• _EXERCISE AIM_
Print the records below exactly. Omit every picture.

Saved entries
* * * * *

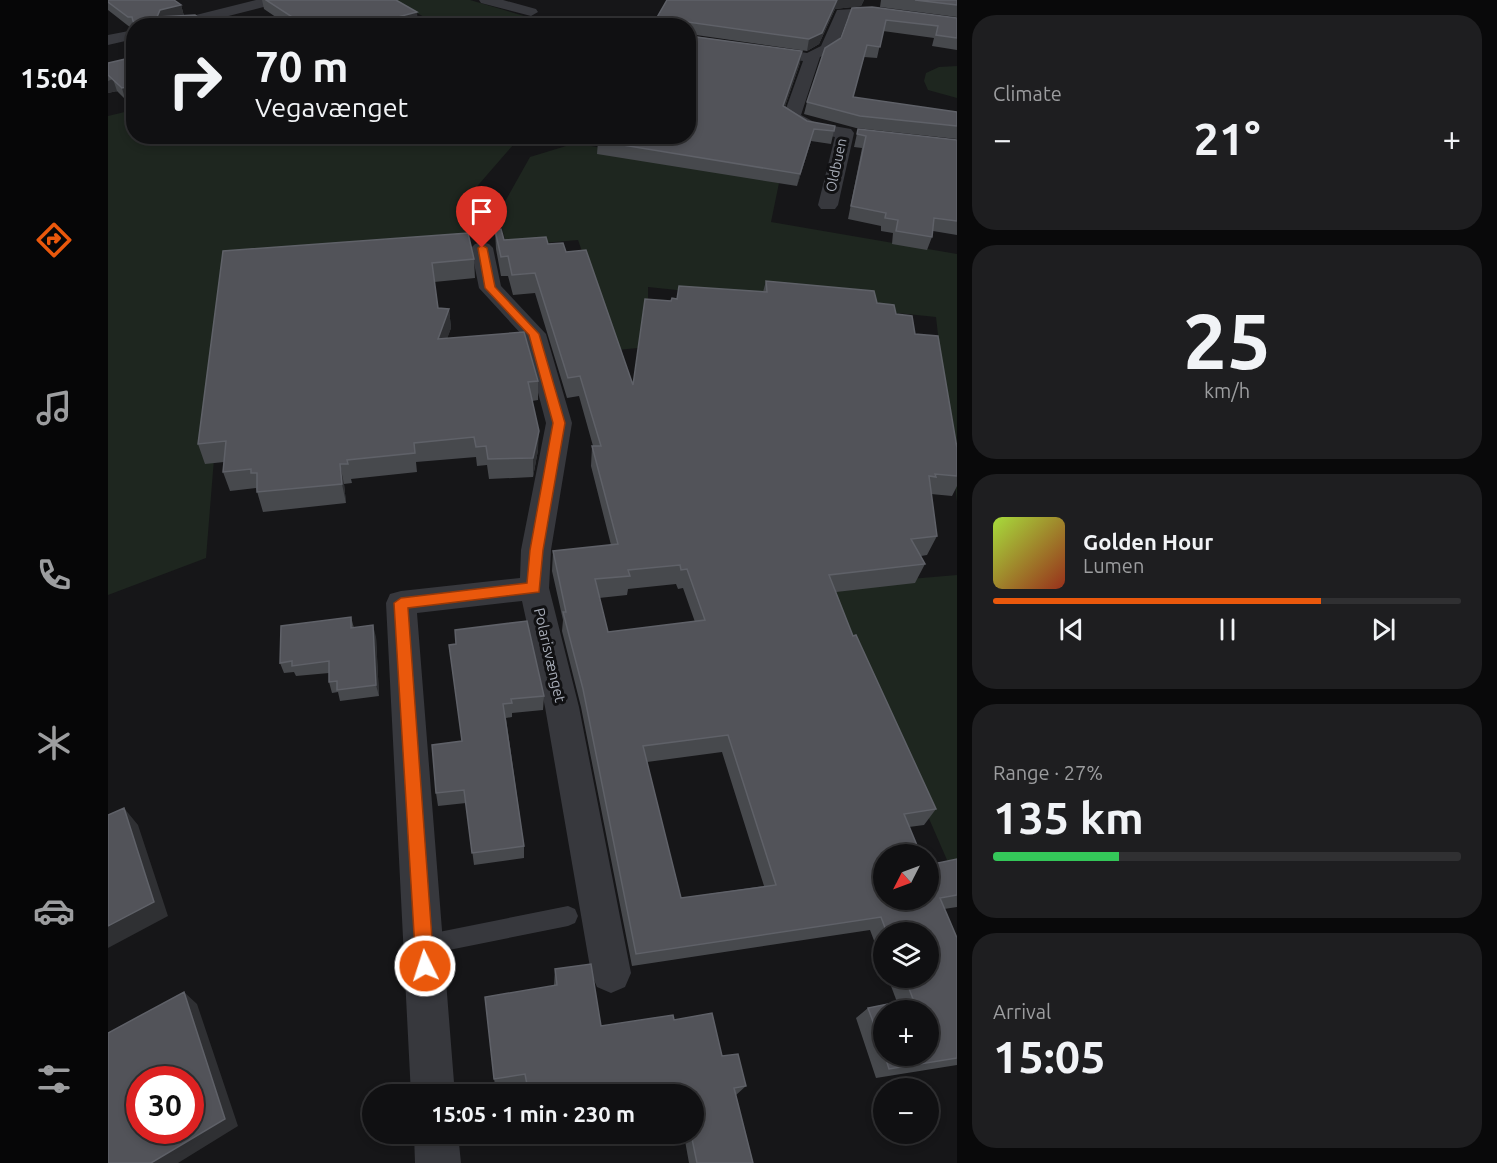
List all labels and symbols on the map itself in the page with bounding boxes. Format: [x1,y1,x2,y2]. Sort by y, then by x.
street label: Oldbuen [822,137,850,193]
pin [456,186,507,248]
street label: Polarisvænget [531,606,569,704]
north arrow [873,844,939,910]
position arrow [393,934,457,998]
speed limit sign: 30 [126,1066,204,1144]

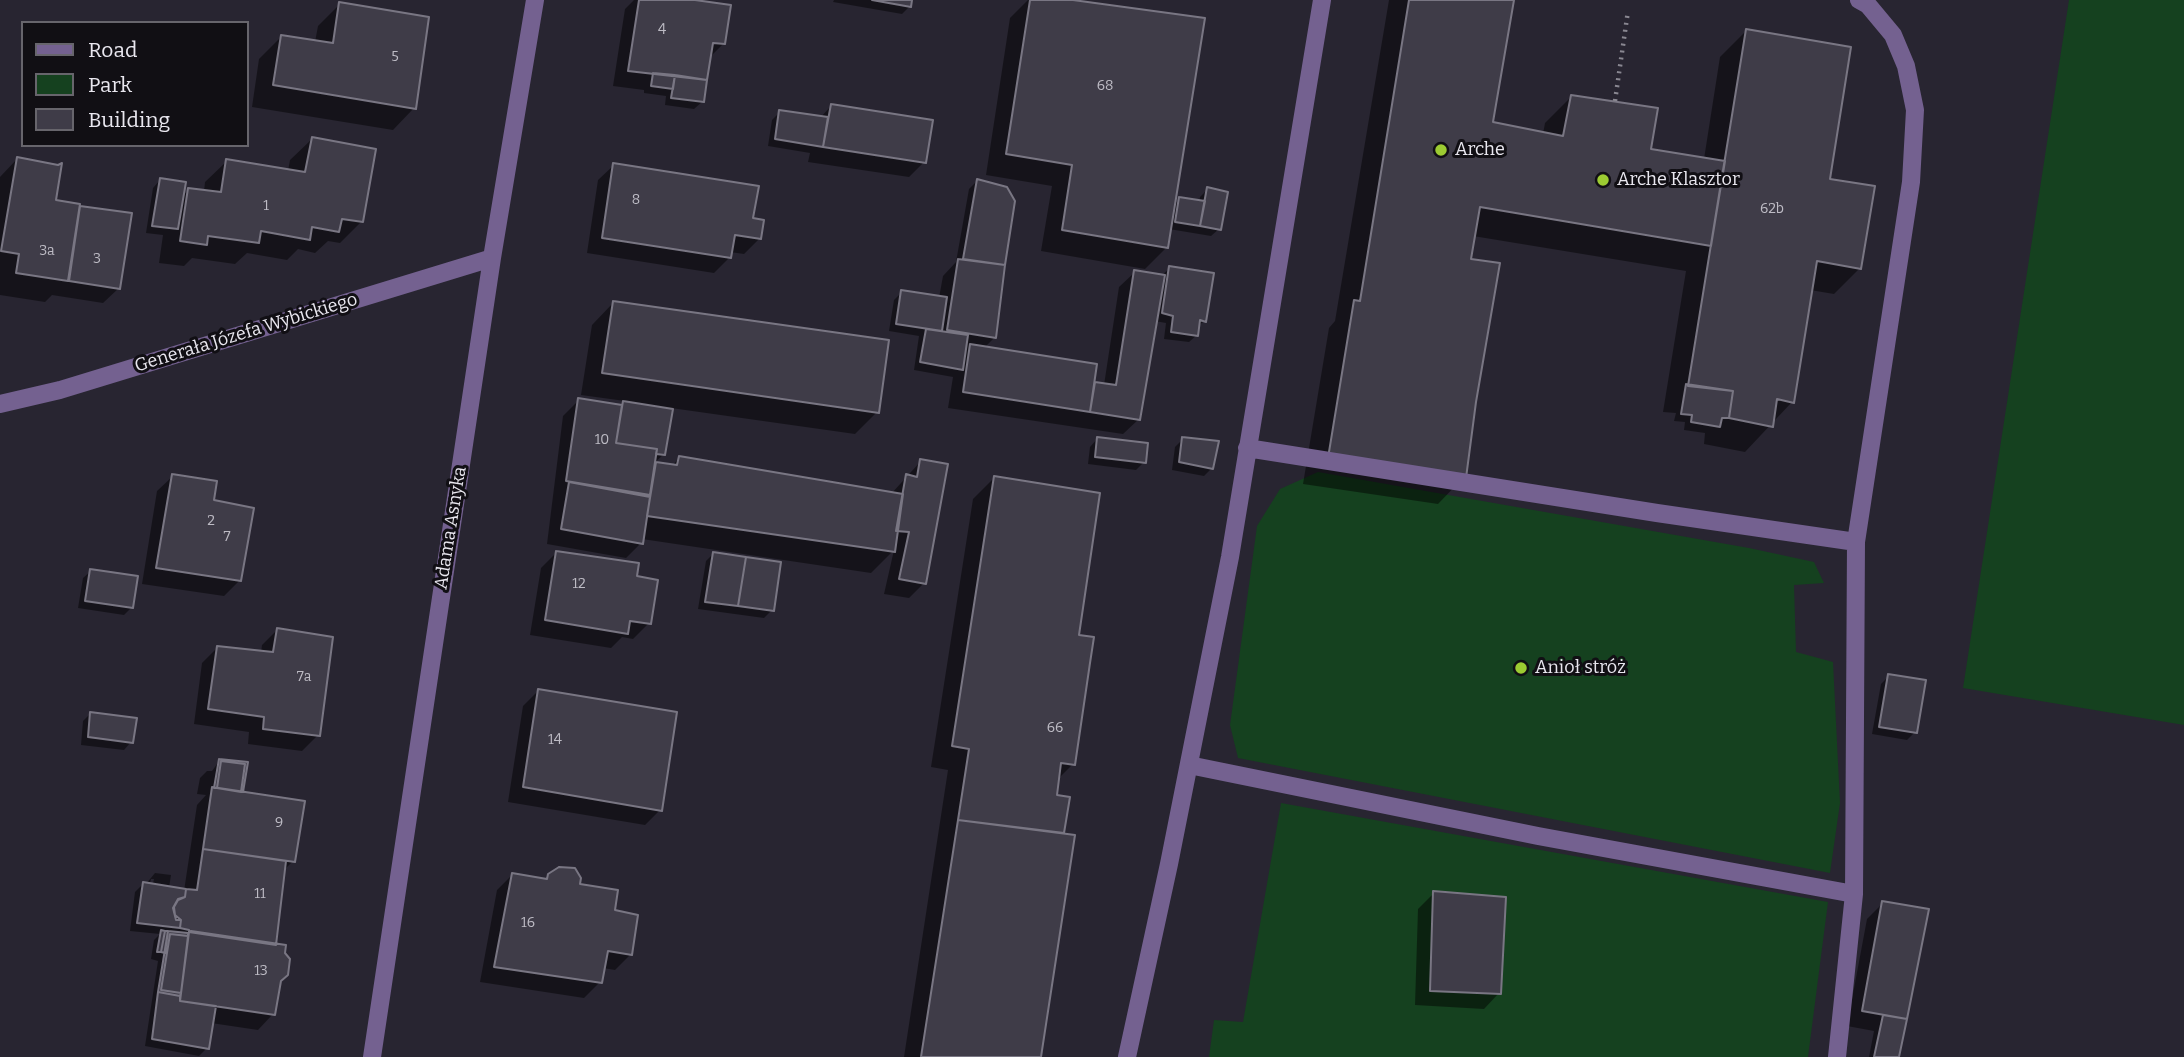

* * * * *

• _SOLUTION FOR THIS PROBLEM_
List all labels and symbols on the map itself in the page with bounding boxes. Format: [x1,y1,x2,y2]. Sort by y, then by x.
street label: Oldbuen [822,137,850,193]
pin [456,186,507,248]
street label: Polarisvænget [531,606,569,704]
north arrow [873,844,939,910]
position arrow [393,934,457,998]
speed limit sign: 30 [126,1066,204,1144]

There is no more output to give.